====== Materials provided

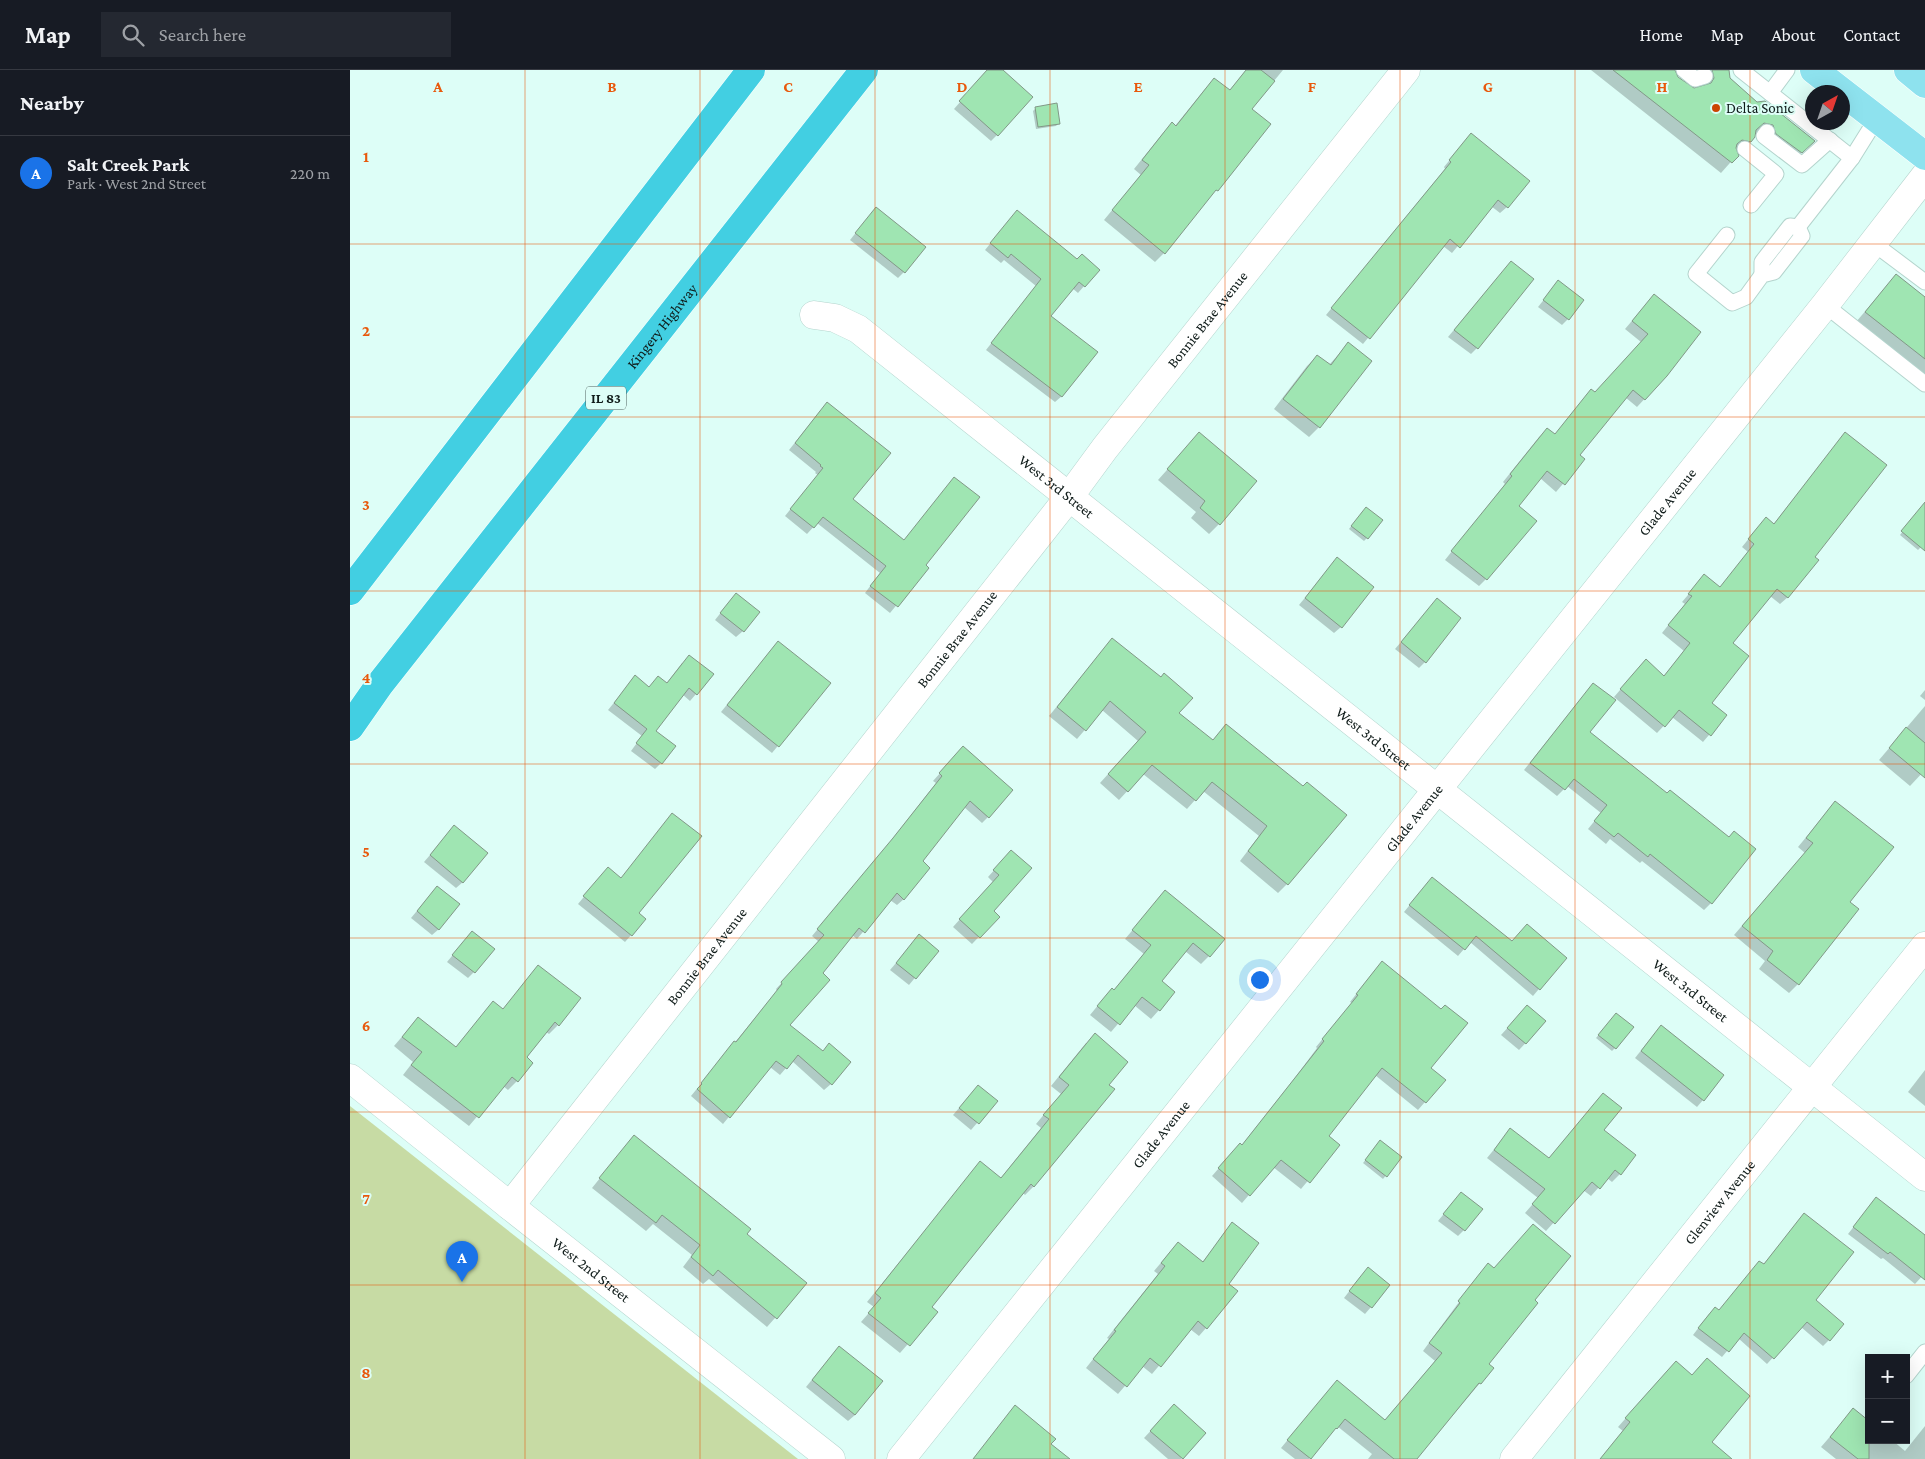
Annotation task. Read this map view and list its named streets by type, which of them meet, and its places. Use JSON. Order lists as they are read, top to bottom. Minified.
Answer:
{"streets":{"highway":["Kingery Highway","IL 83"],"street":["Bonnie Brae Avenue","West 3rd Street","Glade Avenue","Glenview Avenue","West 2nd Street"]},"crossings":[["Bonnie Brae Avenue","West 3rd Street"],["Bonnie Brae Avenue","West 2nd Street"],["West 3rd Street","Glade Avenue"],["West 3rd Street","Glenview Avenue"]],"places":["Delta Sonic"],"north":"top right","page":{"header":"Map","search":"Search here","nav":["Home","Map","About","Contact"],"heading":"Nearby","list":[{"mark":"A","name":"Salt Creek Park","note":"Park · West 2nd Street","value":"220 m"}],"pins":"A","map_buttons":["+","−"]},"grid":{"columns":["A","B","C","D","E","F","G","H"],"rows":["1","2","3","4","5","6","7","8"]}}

============
====== Materials provided

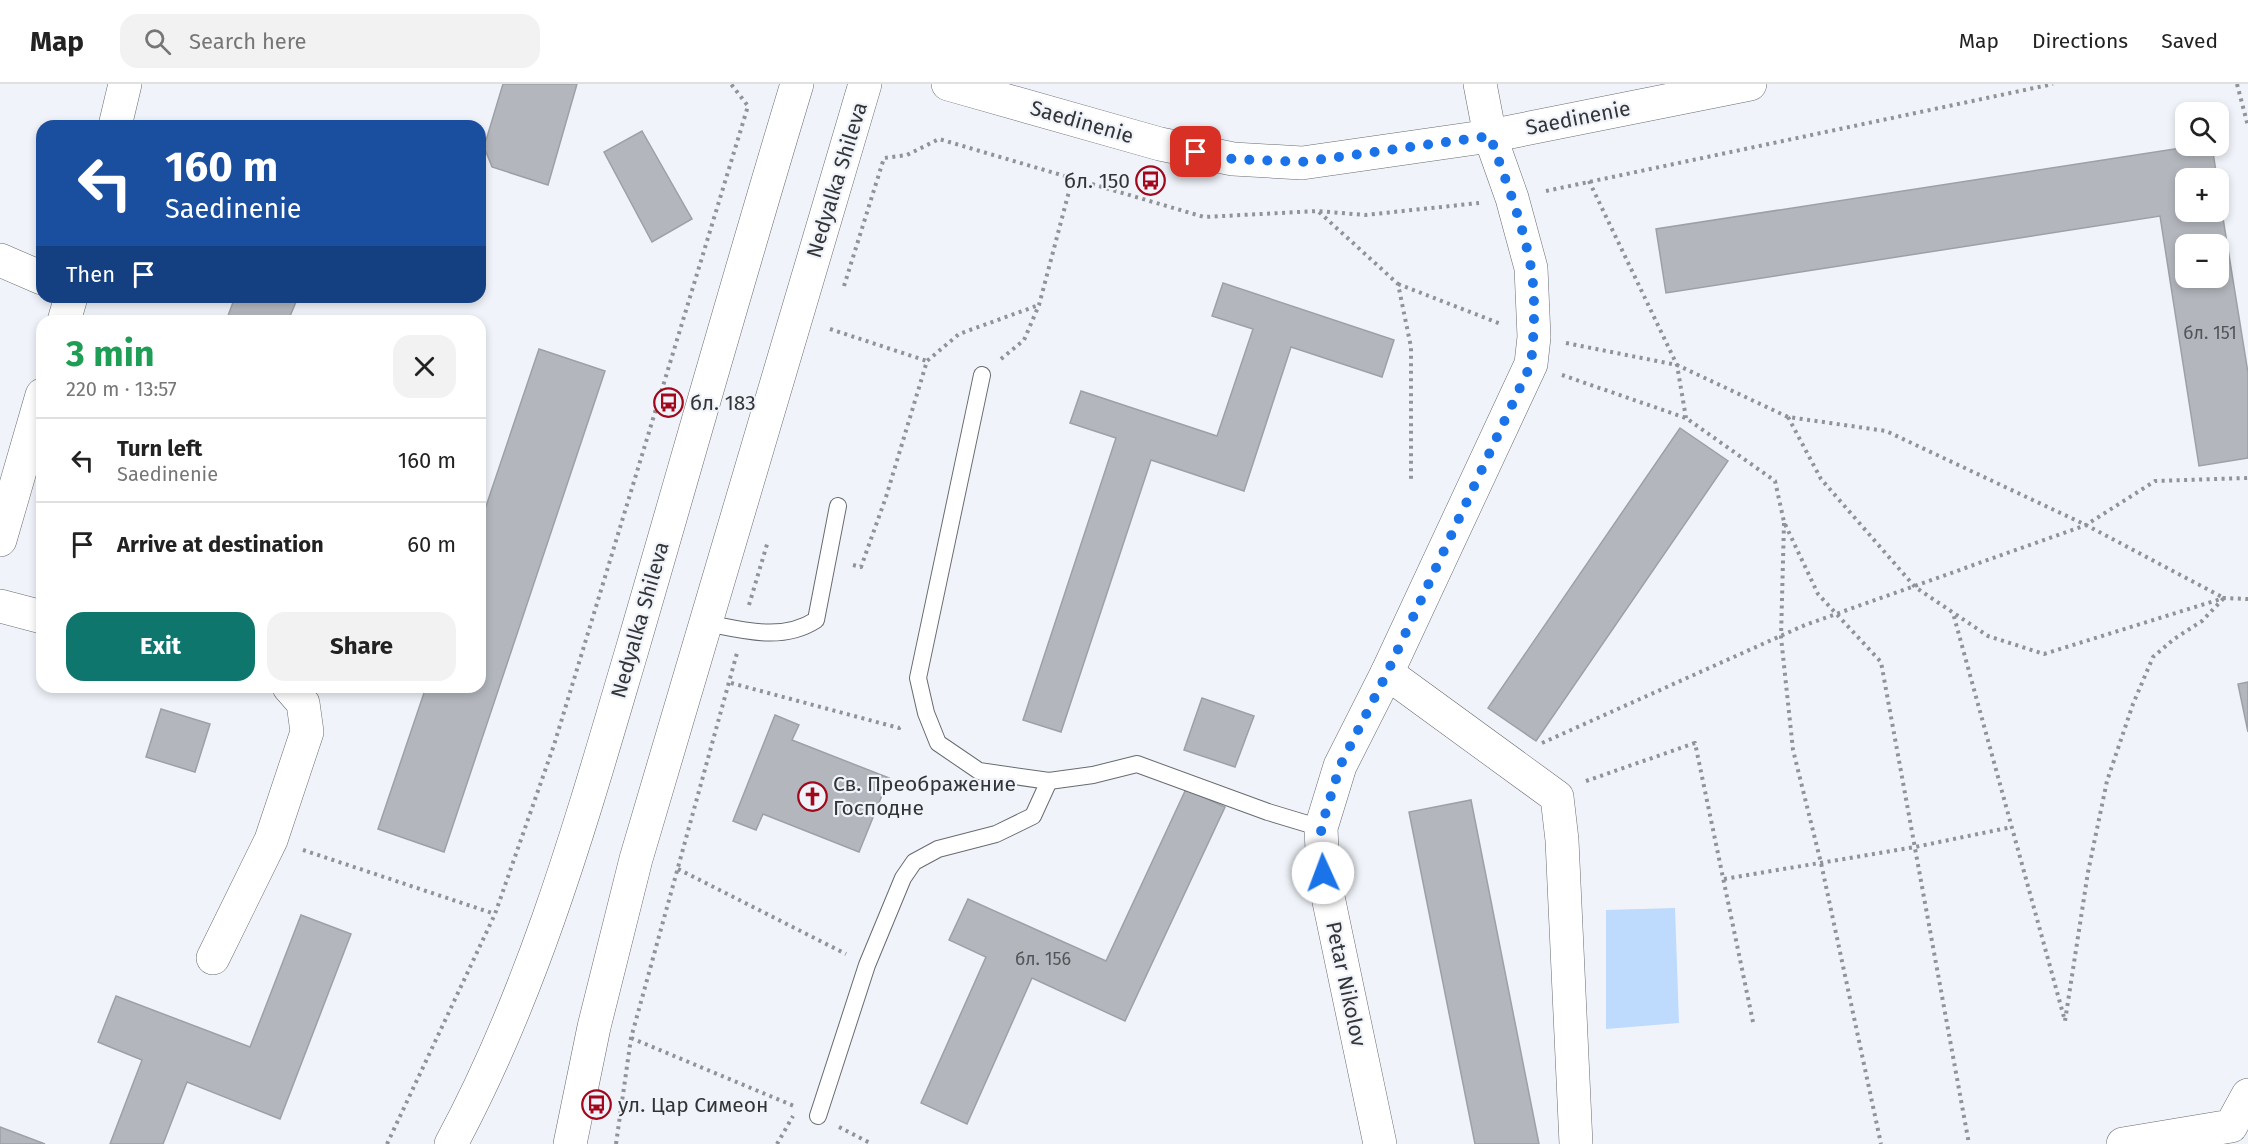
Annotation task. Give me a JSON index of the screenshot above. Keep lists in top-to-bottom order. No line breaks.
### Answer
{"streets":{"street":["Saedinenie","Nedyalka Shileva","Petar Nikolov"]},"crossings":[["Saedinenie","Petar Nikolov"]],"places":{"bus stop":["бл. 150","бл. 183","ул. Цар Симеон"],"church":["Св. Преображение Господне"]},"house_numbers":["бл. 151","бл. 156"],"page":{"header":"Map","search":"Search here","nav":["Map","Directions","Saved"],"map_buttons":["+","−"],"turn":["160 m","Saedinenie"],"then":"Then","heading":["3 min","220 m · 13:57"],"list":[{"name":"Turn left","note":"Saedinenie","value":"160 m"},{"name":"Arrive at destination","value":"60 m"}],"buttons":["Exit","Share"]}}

============

Return each line of the listing that holds the word "lists".

▶ [Result]:
Annotation task. Read this map view and list its named streets by type, which of them meet, and its places. Use JSON. Order lists as they are read, top to bottom. Minified.
Annotation task. Give me a JSON index of the screenshot above. Keep lists in top-to-bottom order. No line breaks.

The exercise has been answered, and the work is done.